II. THE EVIDENTIARY RECORD

The differing views of policymakers and advocates as to what the law actually meant remained pushed to the background of the legislative debate because Congress spent most of its time and effort assembling a record sufficient to justify the constitutionality of the law. The constitutional standard for congressional authority to enforce civil rights had changed since the last reauthorization. Supporters of the Act were justifiably concerned that the new VRA (whatever it provided) was more vulnerable than its predecessors.

It is worth mentioning at the outset, however, the unique constitutional quandary presented to supporters of the Act concerning the record they needed to develop. (68) The new constitutional standard for congressional authority to enforce civil rights that emerged from City of Boerne v. Flores (69) and its progeny (70) established that such laws must be "congruent and proportional" to remedying or preventing violations of the Fourteenth Amendment. The new VRA was quite different from other laws either upheld (71) or struck down (72) post-Boerne: (1) the bill proposed renewal of existing legislation, not drafting a law from scratch; and (2) the law would not apply nationwide. (73)

First, because Congress was not writing legislation anew, but rather reauthorizing a law currently in effect, it was unclear what record of discrimination it needed to develop. (74) To prove the law was necessary, the best evidence would be data concerning the extent of voting rights violations in the covered jurisdictions, especially if such violations were more prevalent in covered than in noncovered jurisdictions. However, if the Act was working well, then few such examples should exist. Conversely, if widespread voting rights violations continued in the covered jurisdictions, then the law arguably was not working, and it would be difficult to justify it as a congruent and proportional remedy. (75) Like those who advocate for continuing a heightened police presence in a previously, but not presently, high-crime neighborhood, advocates for renewal needed to marshal evidence both of the law's success and the harmful consequences of its removal. (76)

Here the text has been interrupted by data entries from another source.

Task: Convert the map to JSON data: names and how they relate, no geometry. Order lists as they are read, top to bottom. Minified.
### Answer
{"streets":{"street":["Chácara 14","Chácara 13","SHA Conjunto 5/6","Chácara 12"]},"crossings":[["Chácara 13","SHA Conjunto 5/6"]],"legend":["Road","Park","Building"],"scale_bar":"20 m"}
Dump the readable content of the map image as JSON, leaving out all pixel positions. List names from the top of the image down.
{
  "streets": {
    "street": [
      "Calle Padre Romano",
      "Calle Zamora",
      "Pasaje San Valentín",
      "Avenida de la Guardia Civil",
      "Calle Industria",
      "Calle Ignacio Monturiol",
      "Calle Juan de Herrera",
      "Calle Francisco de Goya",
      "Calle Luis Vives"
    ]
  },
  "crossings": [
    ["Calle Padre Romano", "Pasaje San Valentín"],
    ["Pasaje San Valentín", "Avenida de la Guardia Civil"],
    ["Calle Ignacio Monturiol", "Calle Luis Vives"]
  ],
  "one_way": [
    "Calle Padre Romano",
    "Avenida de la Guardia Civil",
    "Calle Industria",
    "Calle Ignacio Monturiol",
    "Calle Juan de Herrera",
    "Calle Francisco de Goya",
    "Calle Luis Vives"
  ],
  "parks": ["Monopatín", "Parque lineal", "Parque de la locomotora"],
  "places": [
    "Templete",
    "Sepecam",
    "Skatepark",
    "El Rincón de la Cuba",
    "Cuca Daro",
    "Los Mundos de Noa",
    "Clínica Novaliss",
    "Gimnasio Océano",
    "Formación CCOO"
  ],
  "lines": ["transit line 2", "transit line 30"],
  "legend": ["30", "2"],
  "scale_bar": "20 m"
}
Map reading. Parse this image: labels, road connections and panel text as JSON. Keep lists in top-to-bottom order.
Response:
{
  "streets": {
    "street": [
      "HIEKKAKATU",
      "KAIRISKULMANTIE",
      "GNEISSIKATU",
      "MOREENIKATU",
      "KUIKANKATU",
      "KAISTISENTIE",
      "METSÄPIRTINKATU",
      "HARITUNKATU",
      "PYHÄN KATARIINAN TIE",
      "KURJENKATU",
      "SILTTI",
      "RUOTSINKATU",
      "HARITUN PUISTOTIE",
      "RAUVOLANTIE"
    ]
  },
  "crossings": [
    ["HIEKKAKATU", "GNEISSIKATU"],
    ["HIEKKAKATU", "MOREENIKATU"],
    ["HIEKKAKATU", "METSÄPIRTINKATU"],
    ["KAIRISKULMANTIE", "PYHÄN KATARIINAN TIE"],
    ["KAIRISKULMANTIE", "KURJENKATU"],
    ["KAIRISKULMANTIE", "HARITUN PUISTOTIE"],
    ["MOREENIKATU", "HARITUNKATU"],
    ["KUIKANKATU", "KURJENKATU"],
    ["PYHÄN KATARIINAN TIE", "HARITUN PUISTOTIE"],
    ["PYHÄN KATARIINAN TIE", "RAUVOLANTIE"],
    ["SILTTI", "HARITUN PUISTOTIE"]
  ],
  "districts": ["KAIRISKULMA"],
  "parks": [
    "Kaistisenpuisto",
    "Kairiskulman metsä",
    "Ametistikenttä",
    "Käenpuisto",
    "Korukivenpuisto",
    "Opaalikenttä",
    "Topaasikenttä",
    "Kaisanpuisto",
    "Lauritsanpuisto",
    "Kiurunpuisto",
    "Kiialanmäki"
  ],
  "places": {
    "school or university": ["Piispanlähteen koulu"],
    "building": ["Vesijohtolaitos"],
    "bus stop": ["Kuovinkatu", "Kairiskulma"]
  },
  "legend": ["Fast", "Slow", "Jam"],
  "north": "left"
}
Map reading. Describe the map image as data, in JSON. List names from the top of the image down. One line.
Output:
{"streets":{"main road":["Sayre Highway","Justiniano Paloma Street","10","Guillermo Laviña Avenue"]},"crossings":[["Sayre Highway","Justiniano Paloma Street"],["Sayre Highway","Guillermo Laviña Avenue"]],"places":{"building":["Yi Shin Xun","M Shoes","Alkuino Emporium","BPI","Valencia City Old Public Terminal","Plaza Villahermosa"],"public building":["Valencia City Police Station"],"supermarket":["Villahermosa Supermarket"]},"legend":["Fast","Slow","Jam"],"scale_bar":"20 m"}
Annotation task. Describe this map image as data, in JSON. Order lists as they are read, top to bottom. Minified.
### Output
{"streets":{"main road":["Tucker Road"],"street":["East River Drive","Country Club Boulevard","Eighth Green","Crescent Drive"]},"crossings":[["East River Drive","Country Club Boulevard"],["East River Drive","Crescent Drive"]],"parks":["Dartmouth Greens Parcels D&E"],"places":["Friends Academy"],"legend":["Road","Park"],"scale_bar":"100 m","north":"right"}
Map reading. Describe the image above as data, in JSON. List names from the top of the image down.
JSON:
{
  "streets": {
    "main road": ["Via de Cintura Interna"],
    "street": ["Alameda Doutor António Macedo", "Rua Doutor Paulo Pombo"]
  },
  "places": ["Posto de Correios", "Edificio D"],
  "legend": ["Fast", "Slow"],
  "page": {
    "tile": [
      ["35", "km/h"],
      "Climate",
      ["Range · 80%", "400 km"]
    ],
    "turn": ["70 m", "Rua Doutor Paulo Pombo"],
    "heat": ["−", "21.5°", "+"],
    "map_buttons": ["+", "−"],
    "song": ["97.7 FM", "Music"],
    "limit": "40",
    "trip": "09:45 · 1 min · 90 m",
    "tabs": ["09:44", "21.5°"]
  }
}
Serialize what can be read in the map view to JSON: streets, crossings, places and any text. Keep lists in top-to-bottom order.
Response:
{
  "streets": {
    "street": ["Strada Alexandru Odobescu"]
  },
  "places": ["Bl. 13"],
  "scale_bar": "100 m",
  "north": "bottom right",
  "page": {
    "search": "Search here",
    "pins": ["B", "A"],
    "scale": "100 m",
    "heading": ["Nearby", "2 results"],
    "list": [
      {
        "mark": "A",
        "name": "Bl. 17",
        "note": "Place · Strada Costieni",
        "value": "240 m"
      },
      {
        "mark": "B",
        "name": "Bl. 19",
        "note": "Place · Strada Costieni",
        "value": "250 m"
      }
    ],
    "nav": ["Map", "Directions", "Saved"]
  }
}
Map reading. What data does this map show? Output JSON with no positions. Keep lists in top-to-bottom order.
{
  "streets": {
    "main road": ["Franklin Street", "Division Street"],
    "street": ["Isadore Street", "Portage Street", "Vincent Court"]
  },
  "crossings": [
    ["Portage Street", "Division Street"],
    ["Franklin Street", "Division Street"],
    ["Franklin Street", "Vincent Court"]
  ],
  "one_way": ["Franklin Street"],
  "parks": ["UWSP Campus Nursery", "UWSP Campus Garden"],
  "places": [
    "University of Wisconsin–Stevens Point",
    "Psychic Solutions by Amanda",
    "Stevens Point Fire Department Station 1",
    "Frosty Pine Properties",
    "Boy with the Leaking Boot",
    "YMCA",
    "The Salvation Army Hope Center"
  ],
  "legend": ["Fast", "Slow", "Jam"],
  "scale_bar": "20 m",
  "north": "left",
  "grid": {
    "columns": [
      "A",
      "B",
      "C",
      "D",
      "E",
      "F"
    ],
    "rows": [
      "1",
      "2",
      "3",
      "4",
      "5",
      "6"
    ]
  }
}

Second, "congruence and proportionality" may mean something different for a law that does not apply to the nation as a whole. Unlike a law of general applicability, a law with a specific geographic reach may need to justify not only the need for the law but also the differential need for the law in some areas rather than others. Does the constitutional test require a record merely of continued voting rights violations in the covered jurisdictions? Or does it require a record of a greater frequency, tendency, or severity of such violations in the covered, as opposed to uncovered, jurisdictions? (77) If the latter, then the concerns expressed above become exacerbated, as an absence of differences between the two classes of jurisdictions could either constitute evidence of the law's successful deterrent effect or it might suggest the arbitrariness of the geographic choice the law makes. (78)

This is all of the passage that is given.